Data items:
Content starts

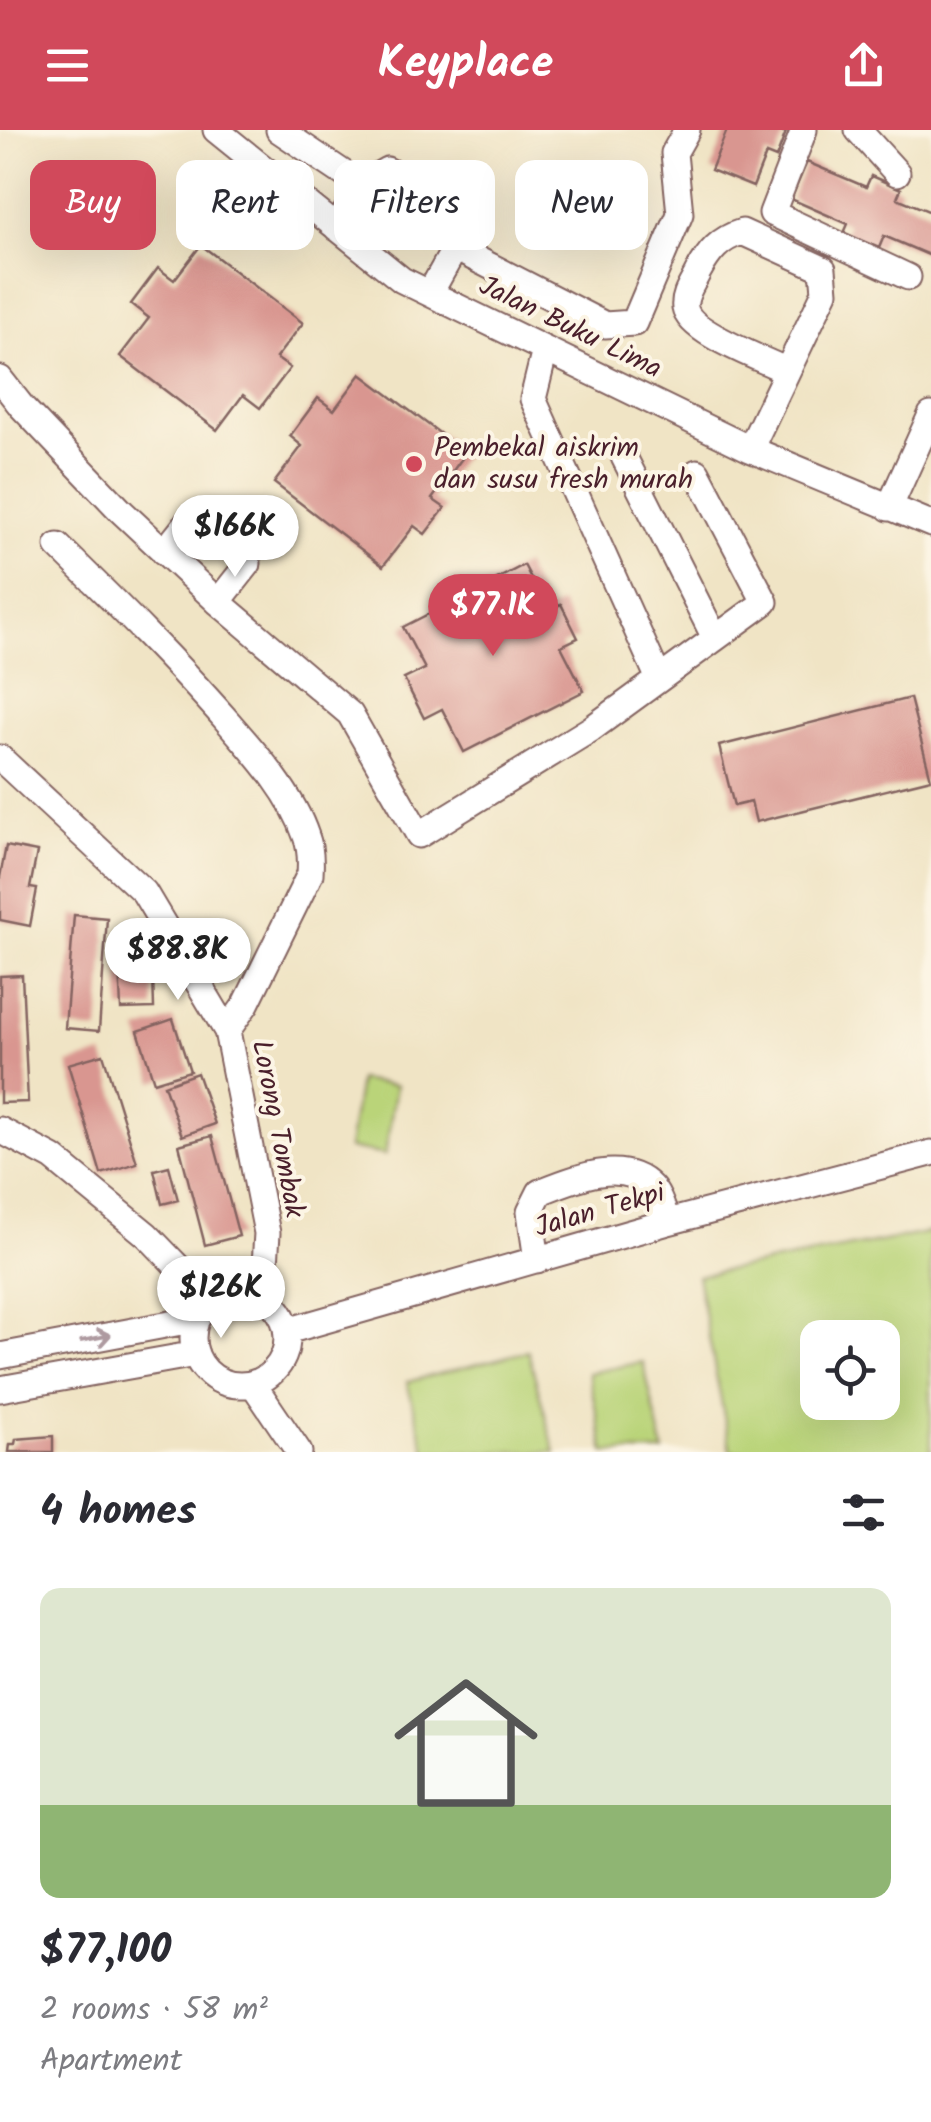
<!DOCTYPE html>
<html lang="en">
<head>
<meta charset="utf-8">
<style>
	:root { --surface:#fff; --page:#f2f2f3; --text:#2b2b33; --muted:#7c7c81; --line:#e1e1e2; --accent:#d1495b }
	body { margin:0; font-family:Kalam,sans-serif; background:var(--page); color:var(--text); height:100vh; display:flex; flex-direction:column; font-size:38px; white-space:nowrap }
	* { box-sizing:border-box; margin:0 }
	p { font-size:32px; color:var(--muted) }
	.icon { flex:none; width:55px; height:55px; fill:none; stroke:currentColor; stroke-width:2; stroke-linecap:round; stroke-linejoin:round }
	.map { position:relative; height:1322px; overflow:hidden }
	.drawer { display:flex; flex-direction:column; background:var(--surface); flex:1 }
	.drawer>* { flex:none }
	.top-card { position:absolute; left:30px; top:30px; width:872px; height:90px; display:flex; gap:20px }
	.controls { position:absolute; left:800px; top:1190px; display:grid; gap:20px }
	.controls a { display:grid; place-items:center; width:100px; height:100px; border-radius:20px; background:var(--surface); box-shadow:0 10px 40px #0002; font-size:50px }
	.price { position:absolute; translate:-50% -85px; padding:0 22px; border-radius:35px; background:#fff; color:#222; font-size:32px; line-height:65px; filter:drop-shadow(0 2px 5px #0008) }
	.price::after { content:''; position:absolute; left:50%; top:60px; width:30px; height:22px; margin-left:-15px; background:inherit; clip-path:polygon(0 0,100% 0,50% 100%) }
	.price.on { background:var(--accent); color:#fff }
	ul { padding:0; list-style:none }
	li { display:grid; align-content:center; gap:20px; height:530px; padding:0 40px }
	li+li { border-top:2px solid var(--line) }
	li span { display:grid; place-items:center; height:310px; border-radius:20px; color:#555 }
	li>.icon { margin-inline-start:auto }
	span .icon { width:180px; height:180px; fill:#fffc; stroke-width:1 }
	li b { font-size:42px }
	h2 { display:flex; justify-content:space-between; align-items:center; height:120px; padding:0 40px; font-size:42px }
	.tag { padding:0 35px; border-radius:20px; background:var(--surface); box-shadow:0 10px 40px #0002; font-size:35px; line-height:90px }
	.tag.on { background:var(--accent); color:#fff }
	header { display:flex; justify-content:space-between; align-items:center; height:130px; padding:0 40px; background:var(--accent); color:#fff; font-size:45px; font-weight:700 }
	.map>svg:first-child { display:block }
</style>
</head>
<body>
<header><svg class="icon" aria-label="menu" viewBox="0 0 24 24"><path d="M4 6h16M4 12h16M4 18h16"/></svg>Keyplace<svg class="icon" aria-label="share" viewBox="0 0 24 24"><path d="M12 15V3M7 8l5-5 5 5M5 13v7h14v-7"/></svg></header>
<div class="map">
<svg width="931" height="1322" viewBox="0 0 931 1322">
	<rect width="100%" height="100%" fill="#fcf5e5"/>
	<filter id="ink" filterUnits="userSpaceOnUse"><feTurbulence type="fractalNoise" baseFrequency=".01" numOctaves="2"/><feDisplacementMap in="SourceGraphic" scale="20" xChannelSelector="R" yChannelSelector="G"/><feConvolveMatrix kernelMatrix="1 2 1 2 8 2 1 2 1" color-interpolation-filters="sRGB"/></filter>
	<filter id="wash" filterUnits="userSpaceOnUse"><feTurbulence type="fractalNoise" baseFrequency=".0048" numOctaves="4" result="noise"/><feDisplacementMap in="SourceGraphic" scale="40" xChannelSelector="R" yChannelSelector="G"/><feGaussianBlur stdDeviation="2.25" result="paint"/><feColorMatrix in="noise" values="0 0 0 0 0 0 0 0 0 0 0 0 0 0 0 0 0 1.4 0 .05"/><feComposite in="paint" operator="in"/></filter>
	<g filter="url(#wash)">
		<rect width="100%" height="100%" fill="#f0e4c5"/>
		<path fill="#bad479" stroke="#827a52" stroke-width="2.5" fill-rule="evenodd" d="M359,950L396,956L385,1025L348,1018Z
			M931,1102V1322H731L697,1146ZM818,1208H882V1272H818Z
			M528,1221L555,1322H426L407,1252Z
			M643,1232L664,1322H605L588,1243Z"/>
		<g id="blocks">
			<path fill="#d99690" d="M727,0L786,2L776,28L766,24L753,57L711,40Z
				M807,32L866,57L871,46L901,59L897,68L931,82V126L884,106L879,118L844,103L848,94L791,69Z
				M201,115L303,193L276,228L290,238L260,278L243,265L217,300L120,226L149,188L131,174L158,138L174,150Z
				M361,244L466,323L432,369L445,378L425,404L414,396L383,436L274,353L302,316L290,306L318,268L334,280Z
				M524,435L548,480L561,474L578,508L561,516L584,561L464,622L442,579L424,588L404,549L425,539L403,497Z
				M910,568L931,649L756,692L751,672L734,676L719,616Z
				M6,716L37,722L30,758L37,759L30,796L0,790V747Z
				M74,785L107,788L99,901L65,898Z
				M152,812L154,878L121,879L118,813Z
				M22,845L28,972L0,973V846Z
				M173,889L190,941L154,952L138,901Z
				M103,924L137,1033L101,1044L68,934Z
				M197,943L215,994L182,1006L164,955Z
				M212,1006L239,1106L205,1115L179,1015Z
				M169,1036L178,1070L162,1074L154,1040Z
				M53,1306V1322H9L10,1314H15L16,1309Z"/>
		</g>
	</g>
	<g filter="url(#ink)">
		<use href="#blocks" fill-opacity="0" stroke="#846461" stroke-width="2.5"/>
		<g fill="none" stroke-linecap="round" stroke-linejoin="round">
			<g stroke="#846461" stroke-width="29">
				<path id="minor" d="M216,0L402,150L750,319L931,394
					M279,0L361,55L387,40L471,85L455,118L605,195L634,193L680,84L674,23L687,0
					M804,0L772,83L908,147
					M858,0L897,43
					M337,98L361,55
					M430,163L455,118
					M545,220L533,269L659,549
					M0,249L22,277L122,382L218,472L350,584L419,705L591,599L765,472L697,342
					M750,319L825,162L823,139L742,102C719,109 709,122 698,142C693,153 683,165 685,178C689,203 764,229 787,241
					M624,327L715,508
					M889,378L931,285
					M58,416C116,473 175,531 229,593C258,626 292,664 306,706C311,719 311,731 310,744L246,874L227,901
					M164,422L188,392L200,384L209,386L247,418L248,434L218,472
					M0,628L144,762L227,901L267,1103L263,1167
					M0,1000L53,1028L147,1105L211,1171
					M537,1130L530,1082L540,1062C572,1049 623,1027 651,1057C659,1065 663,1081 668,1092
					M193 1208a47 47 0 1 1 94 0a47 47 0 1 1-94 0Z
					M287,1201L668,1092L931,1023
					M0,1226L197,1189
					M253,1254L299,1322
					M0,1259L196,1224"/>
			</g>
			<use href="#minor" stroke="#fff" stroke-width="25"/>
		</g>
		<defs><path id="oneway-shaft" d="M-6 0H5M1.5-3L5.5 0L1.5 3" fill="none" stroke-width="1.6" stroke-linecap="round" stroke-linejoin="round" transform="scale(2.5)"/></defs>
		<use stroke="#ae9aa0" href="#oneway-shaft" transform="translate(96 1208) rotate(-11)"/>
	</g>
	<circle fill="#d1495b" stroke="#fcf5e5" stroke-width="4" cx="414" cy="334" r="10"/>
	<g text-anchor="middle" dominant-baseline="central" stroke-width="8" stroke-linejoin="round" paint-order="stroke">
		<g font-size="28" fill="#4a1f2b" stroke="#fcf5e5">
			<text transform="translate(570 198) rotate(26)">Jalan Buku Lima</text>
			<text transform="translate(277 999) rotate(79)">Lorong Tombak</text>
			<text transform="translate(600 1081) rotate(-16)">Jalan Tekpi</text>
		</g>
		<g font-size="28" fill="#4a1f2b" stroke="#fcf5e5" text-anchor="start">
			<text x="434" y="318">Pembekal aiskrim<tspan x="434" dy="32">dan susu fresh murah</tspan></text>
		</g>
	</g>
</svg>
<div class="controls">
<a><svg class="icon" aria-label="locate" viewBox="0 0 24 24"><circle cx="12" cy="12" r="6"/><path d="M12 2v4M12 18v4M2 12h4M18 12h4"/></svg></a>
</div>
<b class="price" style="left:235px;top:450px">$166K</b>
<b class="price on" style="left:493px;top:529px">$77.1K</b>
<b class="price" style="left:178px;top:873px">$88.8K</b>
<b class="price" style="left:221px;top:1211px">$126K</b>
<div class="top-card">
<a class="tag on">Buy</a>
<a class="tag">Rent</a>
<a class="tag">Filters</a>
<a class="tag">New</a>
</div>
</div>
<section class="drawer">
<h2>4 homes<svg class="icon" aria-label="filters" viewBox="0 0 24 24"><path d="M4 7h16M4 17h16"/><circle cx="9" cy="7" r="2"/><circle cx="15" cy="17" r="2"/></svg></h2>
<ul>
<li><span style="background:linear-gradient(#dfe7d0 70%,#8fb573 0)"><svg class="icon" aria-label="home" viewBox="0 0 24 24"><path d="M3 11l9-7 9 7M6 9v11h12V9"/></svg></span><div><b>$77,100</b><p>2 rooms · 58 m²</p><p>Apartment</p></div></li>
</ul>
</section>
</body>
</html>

Content ends

## [Assigned task]
Only the lines from the first line of the entries through the line containing "margin:0; font-family:Kalam,sans-serif; background:var(--page);" should be output, exactly as they are, without pictures.

## [Finished exercise]
<!DOCTYPE html>
<html lang="en">
<head>
<meta charset="utf-8">
<style>
	:root { --surface:#fff; --page:#f2f2f3; --text:#2b2b33; --muted:#7c7c81; --line:#e1e1e2; --accent:#d1495b }
	body { margin:0; font-family:Kalam,sans-serif; background:var(--page); color:var(--text); height:100vh; display:flex; flex-direction:column; font-size:38px; white-space:nowrap }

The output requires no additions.